Friedlich protestierten am Dienstag Hunderte Kurden in Norddeutschland für eine internationale Intervention in Kobane. Doch in Hamburg und Celle eskalierte am Abend die Lage.

Hamburg/Celle - Mehrere Menschen sind in Norddeutschland bei Kobane-Demonstrationen verletzt worden. In Hamburg hatten sich am Dienstagabend nach einer Demonstration gegen die Terrormiliz "Islamischer Staat" etwa 400 Kurden in der Nähe einer Moschee versammelt. Dort stellten sich ihnen etwa 400 "radikale Muslime" gegenüber, mutmaßlich Salafisten, so ein Sprecher der Polizei.

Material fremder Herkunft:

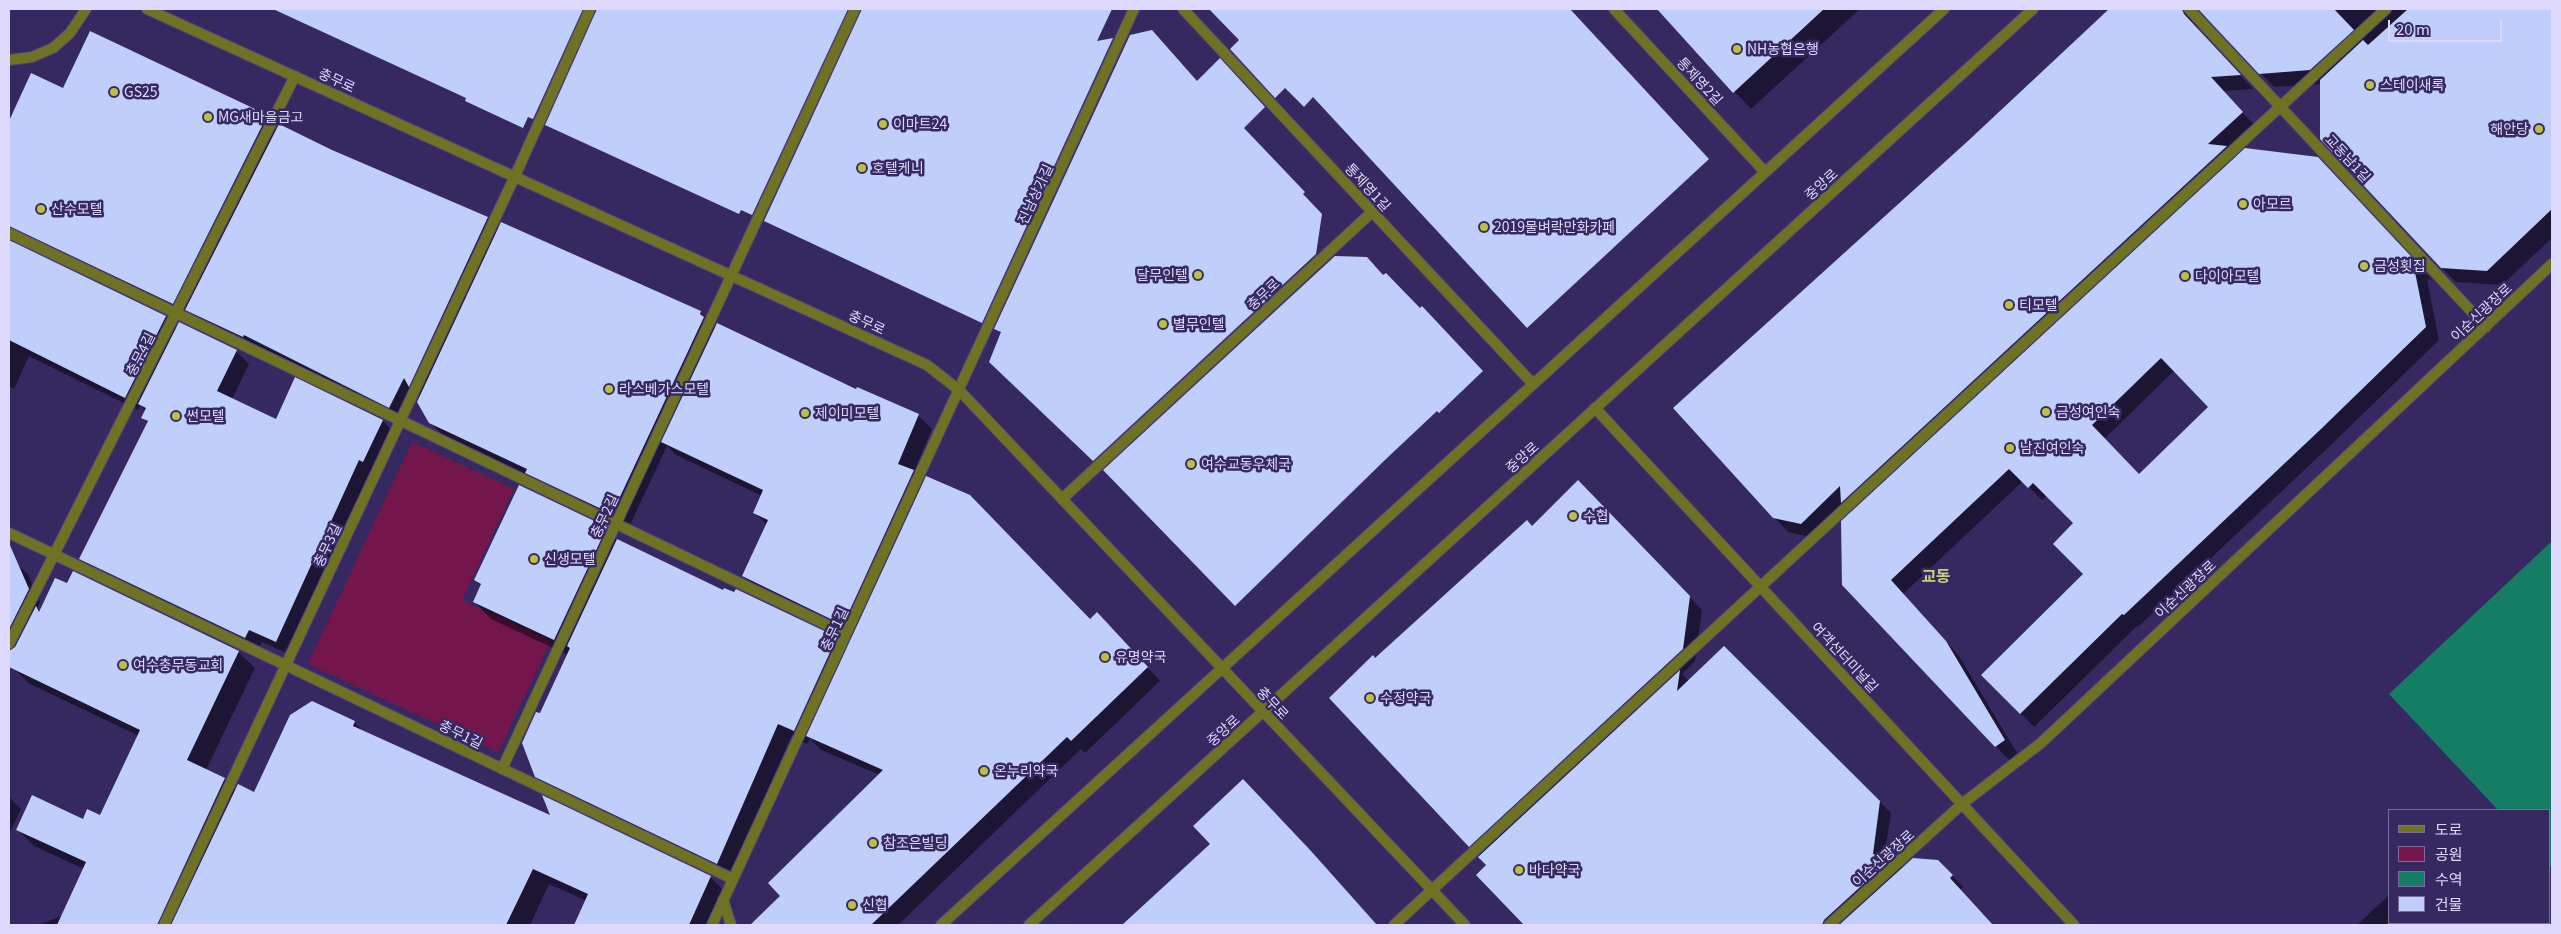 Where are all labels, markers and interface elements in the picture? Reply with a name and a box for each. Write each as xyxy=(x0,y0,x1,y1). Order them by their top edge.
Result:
scale bar xyxy=(2391,10,2505,42)
text: 20 m xyxy=(2396,18,2430,39)
place label: NH농협은행 xyxy=(1747,41,1819,57)
marker: NH농협은행 xyxy=(1731,43,1743,55)
street label: 통제영2길 xyxy=(1674,54,1726,108)
street label: 충무로 xyxy=(316,64,358,96)
place label: 스테이새록 xyxy=(2380,77,2444,93)
marker: 스테이새록 xyxy=(2364,79,2376,91)
place label: GS25 xyxy=(124,84,158,100)
marker: GS25 xyxy=(108,86,120,98)
place label: MG새마을금고 xyxy=(218,109,303,125)
marker: MG새마을금고 xyxy=(202,111,214,123)
place label: 이마트24 xyxy=(893,116,947,132)
marker: 이마트24 xyxy=(877,118,889,130)
place label: 해안당 xyxy=(2490,121,2529,137)
marker: 해안당 xyxy=(2533,123,2545,135)
street label: 교동남1길 xyxy=(2322,131,2374,185)
place label: 호텔케니 xyxy=(872,160,924,176)
street label: 통제영1길 xyxy=(1342,160,1394,214)
street label: 진남상가길 xyxy=(1014,161,1056,227)
marker: 호텔케니 xyxy=(856,162,868,174)
street label: 중앙로 xyxy=(1801,165,1841,203)
place label: 아모르 xyxy=(2253,196,2292,212)
marker: 아모르 xyxy=(2237,198,2249,210)
place label: 산수모텔 xyxy=(51,201,103,217)
marker: 산수모텔 xyxy=(35,203,47,215)
place label: 2019물벼락만화카페 xyxy=(1494,219,1615,235)
marker: 2019물벼락만화카페 xyxy=(1478,221,1490,233)
place label: 금성횟집 xyxy=(2374,258,2426,274)
marker: 금성횟집 xyxy=(2358,260,2370,272)
place label: 달무인텔 xyxy=(1136,267,1188,283)
place label: 다이아모텔 xyxy=(2195,268,2259,284)
marker: 달무인텔 xyxy=(1192,269,1204,281)
marker: 다이아모텔 xyxy=(2179,270,2191,282)
street label: 충무로 xyxy=(1243,275,1283,313)
street label: 이순신광장로 xyxy=(2447,280,2515,344)
place label: 티모텔 xyxy=(2019,297,2058,313)
marker: 티모텔 xyxy=(2003,299,2015,311)
street label: 충무로 xyxy=(846,306,888,338)
place label: 별무인텔 xyxy=(1173,316,1225,332)
marker: 별무인텔 xyxy=(1157,318,1169,330)
street label: 충무4길 xyxy=(122,330,158,378)
place label: 라스베가스모텔 xyxy=(619,381,709,397)
marker: 라스베가스모텔 xyxy=(603,383,615,395)
place label: 금성여인숙 xyxy=(2056,404,2120,420)
place label: 제이미모텔 xyxy=(815,405,879,421)
marker: 금성여인숙 xyxy=(2040,406,2052,418)
marker: 제이미모텔 xyxy=(799,407,811,419)
place label: 썬모텔 xyxy=(186,408,225,424)
marker: 썬모텔 xyxy=(170,410,182,422)
street label: 중앙로 xyxy=(1502,438,1542,476)
place label: 남진여인숙 xyxy=(2020,440,2084,456)
marker: 남진여인숙 xyxy=(2004,442,2016,454)
place label: 여수교동우체국 xyxy=(1201,456,1291,472)
marker: 여수교동우체국 xyxy=(1185,458,1197,470)
street label: 충무2길 xyxy=(587,491,621,541)
place label: 수협 xyxy=(1583,508,1609,524)
marker: 수협 xyxy=(1567,510,1579,522)
street label: 충무3길 xyxy=(310,520,344,570)
place label: 신생모텔 xyxy=(544,551,596,567)
marker: 신생모텔 xyxy=(528,553,540,565)
street label: 이순신광장로 xyxy=(2151,557,2219,621)
district label: 교동 xyxy=(1921,566,1951,586)
street label: 충무1길 xyxy=(817,604,851,654)
street label: 여객선터미널길 xyxy=(1808,618,1882,696)
place label: 유명약국 xyxy=(1115,649,1167,665)
marker: 유명약국 xyxy=(1099,651,1111,663)
place label: 여수충무동교회 xyxy=(133,657,223,673)
marker: 여수충무동교회 xyxy=(117,659,129,671)
street label: 충무로 xyxy=(1254,683,1292,723)
place label: 수정약국 xyxy=(1380,690,1432,706)
marker: 수정약국 xyxy=(1364,692,1376,704)
street label: 중앙로 xyxy=(1203,711,1243,749)
street label: 충무1길 xyxy=(436,716,486,752)
place label: 온누리약국 xyxy=(994,763,1058,779)
marker: 온누리약국 xyxy=(978,765,990,777)
legend xyxy=(2388,809,2551,924)
text: 도로 xyxy=(2435,818,2463,839)
street label: 이순신광장로 xyxy=(1849,826,1917,890)
place label: 참조은빌딩 xyxy=(883,835,947,851)
marker: 참조은빌딩 xyxy=(867,837,879,849)
text: 공원 xyxy=(2435,843,2463,864)
place label: 바다약국 xyxy=(1529,862,1581,878)
marker: 바다약국 xyxy=(1513,864,1525,876)
text: 수역 xyxy=(2435,868,2463,889)
text: 건물 xyxy=(2435,893,2463,914)
place label: 신협 xyxy=(862,897,888,913)
marker: 신협 xyxy=(846,899,858,911)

Zwischen einigen Mitgliedern der beiden Gruppen habe es "gewalttätige körperliche Auseinandersetzungen" gegeben. Der Lagedienst der Hamburger Polizei bestätigte, dass es mehrere Verletzte gab. Die Polizei setzte Wasserwerfer ein.

Nach Berichten des Onlinemagazins "Hamburg Mittendrin" auf Twitter hatten sich die ersten Konflikte zwischen den verfeindeten Parteien am Hamburger Hauptbahnhof entladen. Bei "heftigen Zusammenstößen" zwischen Kurden und Polizisten seien Flaschen und Steine geflogen, sagte Reporterin Isabella David.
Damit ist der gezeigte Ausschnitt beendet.